What is required:
Please return each entry that follows exactly as written, and keep the pictures out.

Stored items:
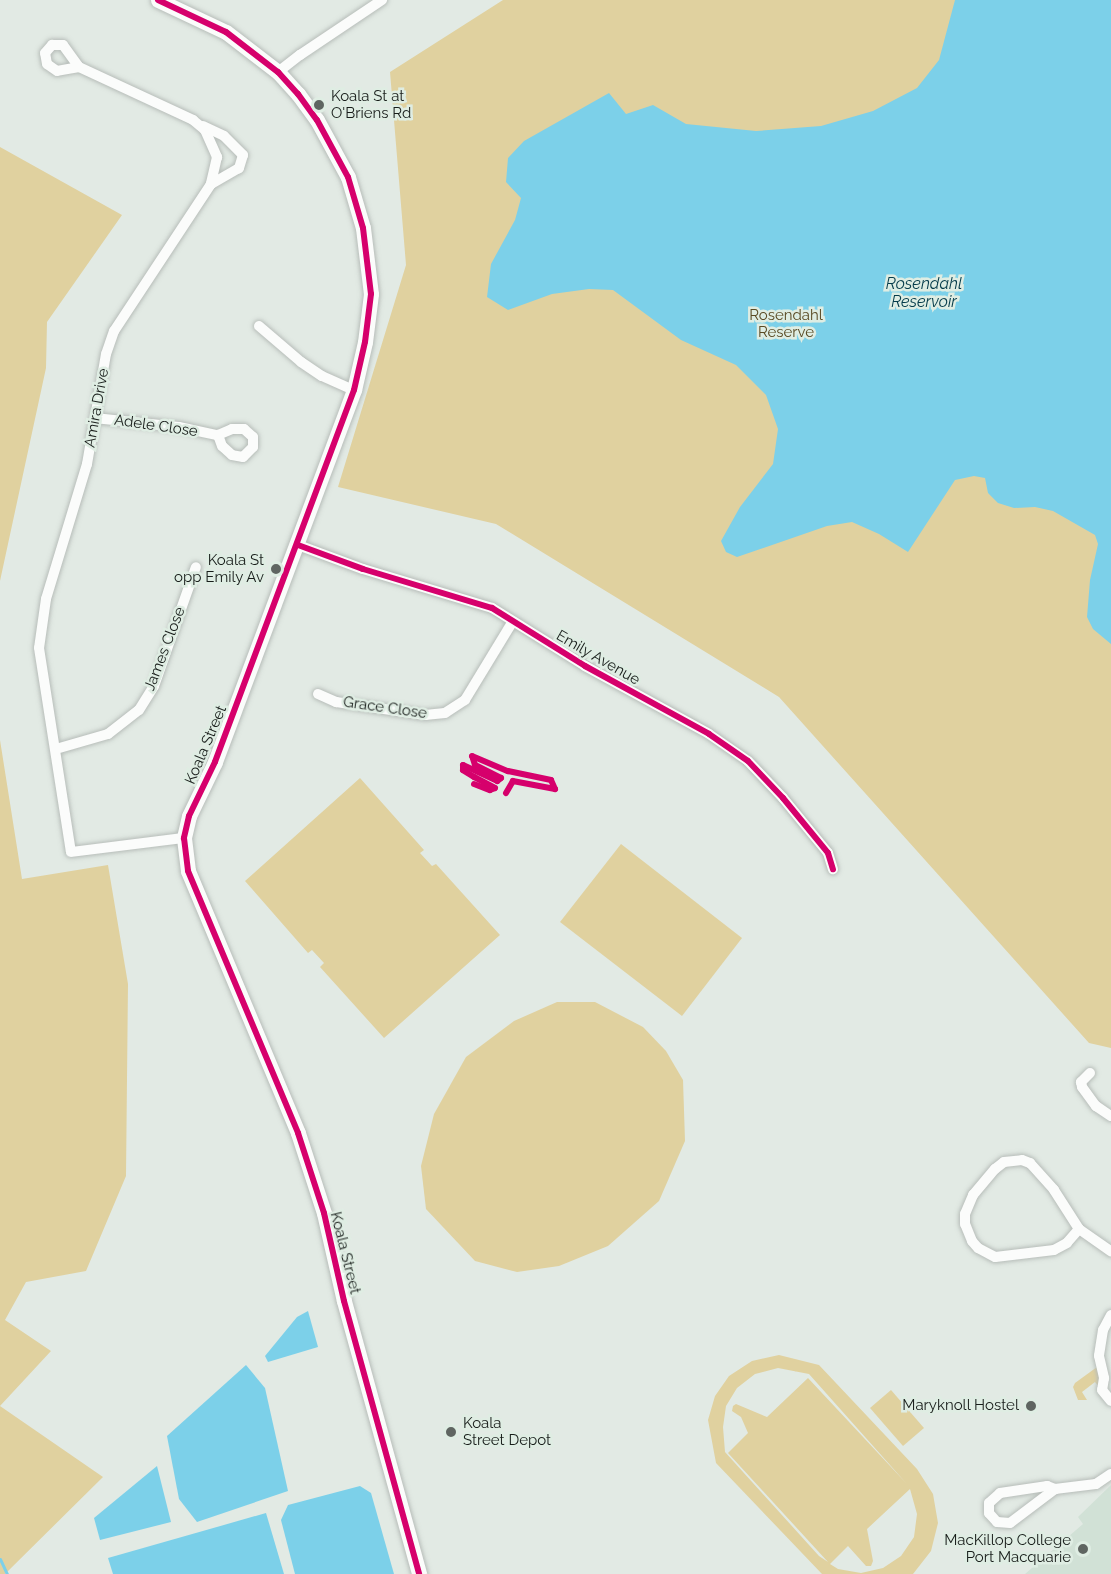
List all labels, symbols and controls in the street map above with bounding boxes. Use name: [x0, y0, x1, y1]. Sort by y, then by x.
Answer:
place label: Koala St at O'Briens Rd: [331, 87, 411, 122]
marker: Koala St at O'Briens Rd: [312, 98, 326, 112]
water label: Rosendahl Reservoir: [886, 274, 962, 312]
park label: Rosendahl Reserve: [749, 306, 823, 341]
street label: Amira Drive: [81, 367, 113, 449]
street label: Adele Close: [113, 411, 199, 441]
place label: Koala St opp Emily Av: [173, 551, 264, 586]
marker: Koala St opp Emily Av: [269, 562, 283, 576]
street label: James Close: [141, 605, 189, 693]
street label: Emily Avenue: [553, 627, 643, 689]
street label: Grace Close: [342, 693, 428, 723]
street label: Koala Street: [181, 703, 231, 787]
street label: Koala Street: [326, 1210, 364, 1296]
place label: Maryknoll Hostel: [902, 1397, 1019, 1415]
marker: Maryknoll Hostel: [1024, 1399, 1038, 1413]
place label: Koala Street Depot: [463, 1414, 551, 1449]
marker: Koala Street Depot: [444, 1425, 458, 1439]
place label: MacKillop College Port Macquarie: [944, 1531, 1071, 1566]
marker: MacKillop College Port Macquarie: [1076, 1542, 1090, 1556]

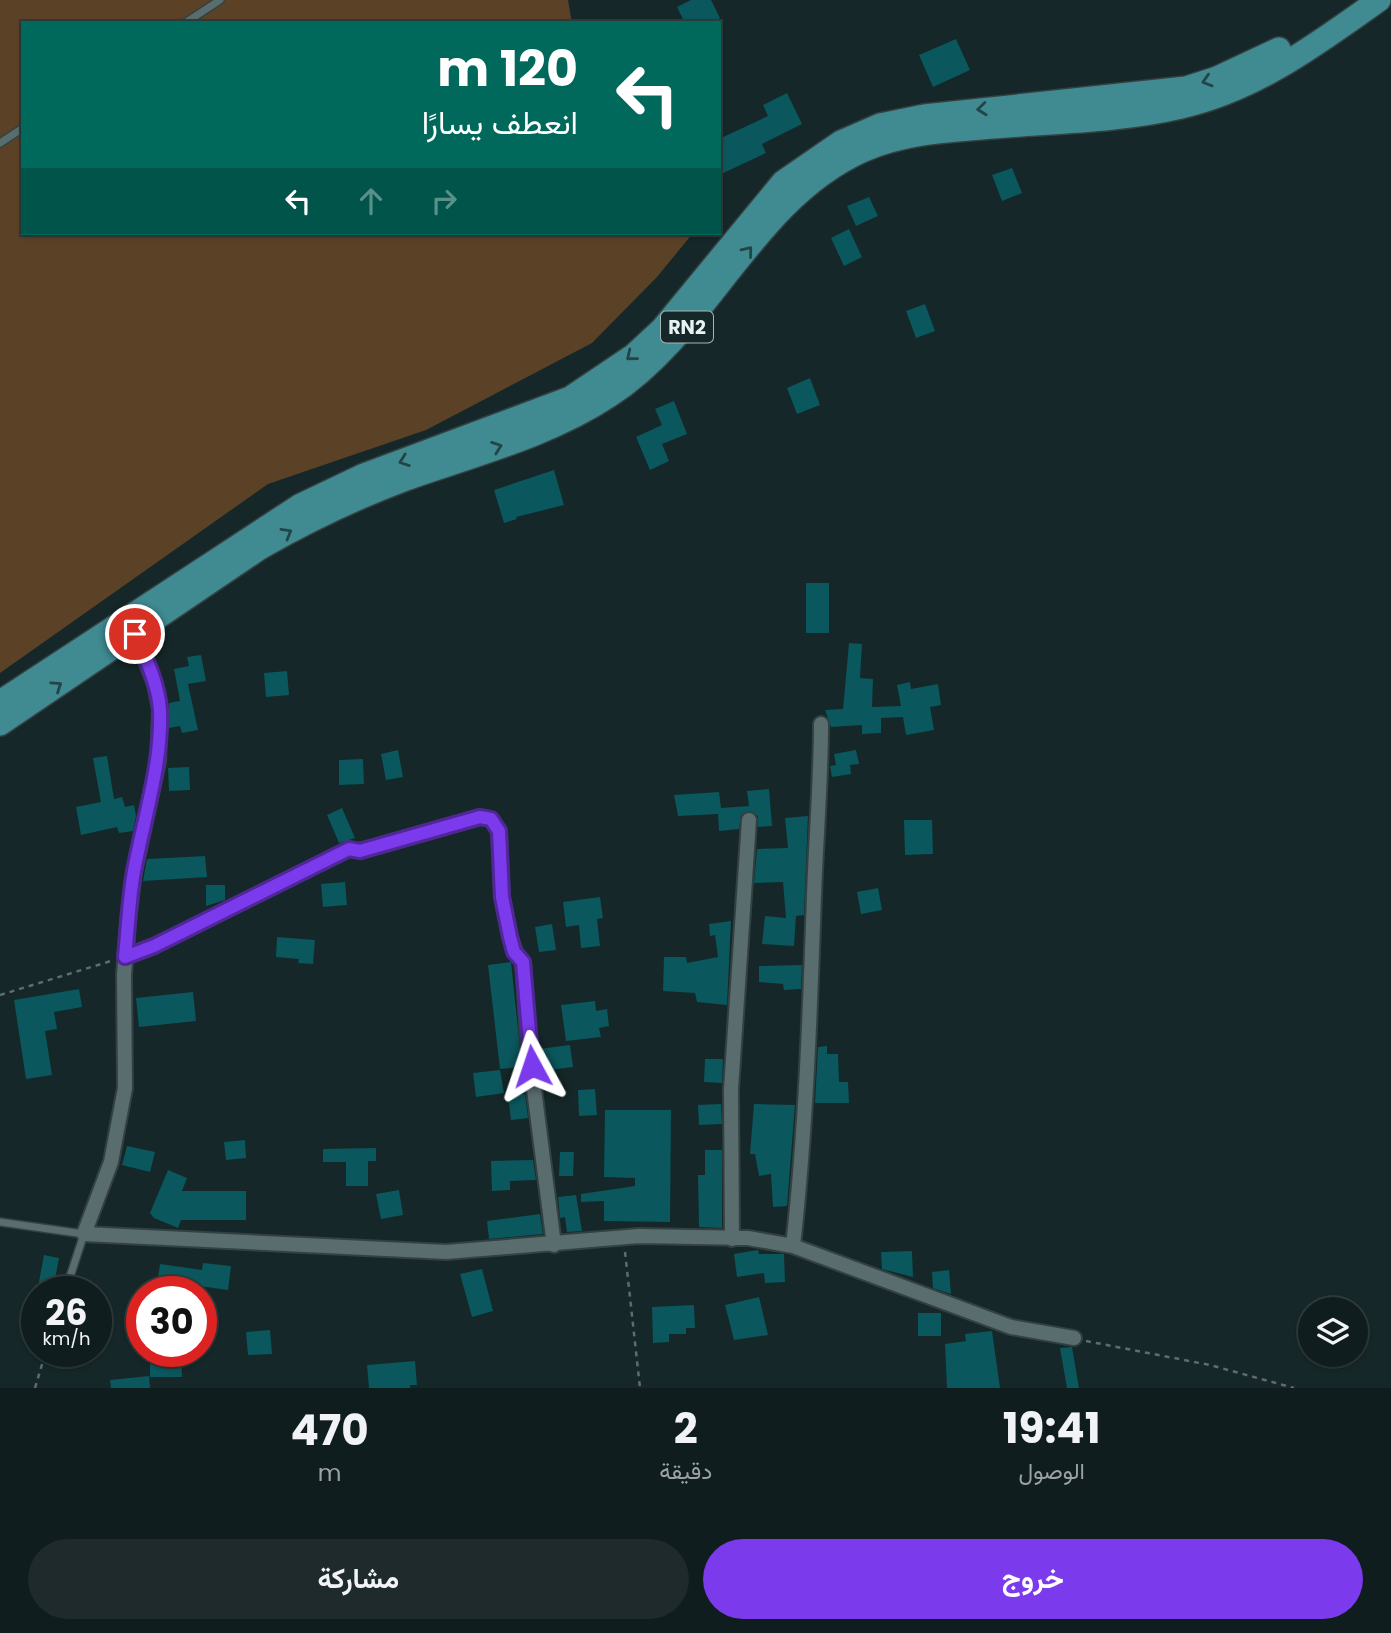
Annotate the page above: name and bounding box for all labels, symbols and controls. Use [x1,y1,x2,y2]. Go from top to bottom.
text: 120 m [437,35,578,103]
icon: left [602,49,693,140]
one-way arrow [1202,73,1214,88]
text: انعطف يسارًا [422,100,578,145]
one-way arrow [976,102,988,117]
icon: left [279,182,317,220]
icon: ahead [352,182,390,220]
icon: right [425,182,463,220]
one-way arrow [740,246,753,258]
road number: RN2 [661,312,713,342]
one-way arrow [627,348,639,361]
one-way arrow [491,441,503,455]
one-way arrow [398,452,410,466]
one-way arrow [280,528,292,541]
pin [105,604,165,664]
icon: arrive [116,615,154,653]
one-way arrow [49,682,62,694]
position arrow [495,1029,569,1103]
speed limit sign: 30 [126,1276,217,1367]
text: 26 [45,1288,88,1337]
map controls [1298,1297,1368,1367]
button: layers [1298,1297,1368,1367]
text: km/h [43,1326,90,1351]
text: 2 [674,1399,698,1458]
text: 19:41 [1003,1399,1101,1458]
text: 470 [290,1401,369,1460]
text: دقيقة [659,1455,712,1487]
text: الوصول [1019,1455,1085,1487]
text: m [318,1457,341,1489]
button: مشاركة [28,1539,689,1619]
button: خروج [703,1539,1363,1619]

Response area:
List all labels, symbols and controls in the street map above with bounding boxes. Use name: [x0, y0, x1, y1]. Sort by y, then by x.
Answer:
place label: Koala St at O'Briens Rd: [331, 87, 411, 122]
marker: Koala St at O'Briens Rd: [312, 98, 326, 112]
water label: Rosendahl Reservoir: [886, 274, 962, 312]
park label: Rosendahl Reserve: [749, 306, 823, 341]
street label: Amira Drive: [81, 367, 113, 449]
street label: Adele Close: [113, 411, 199, 441]
place label: Koala St opp Emily Av: [173, 551, 264, 586]
marker: Koala St opp Emily Av: [269, 562, 283, 576]
street label: James Close: [141, 605, 189, 693]
street label: Emily Avenue: [553, 627, 643, 689]
street label: Grace Close: [342, 693, 428, 723]
street label: Koala Street: [181, 703, 231, 787]
street label: Koala Street: [326, 1210, 364, 1296]
place label: Maryknoll Hostel: [902, 1397, 1019, 1415]
marker: Maryknoll Hostel: [1024, 1399, 1038, 1413]
place label: Koala Street Depot: [463, 1414, 551, 1449]
marker: Koala Street Depot: [444, 1425, 458, 1439]
place label: MacKillop College Port Macquarie: [944, 1531, 1071, 1566]
marker: MacKillop College Port Macquarie: [1076, 1542, 1090, 1556]

Annotate the page above: name and bounding box for all labels, symbols and controls. Use [x1,y1,x2,y2]. Go from top to bottom.
text: 120 m [437,35,578,103]
icon: left [602,49,693,140]
one-way arrow [1202,73,1214,88]
text: انعطف يسارًا [422,100,578,145]
one-way arrow [976,102,988,117]
icon: left [279,182,317,220]
icon: ahead [352,182,390,220]
icon: right [425,182,463,220]
one-way arrow [740,246,753,258]
road number: RN2 [661,312,713,342]
one-way arrow [627,348,639,361]
one-way arrow [491,441,503,455]
one-way arrow [398,452,410,466]
one-way arrow [280,528,292,541]
pin [105,604,165,664]
icon: arrive [116,615,154,653]
one-way arrow [49,682,62,694]
position arrow [495,1029,569,1103]
speed limit sign: 30 [126,1276,217,1367]
text: 26 [45,1288,88,1337]
map controls [1298,1297,1368,1367]
button: layers [1298,1297,1368,1367]
text: km/h [43,1326,90,1351]
text: 2 [674,1399,698,1458]
text: 19:41 [1003,1399,1101,1458]
text: 470 [290,1401,369,1460]
text: دقيقة [659,1455,712,1487]
text: الوصول [1019,1455,1085,1487]
text: m [318,1457,341,1489]
button: مشاركة [28,1539,689,1619]
button: خروج [703,1539,1363,1619]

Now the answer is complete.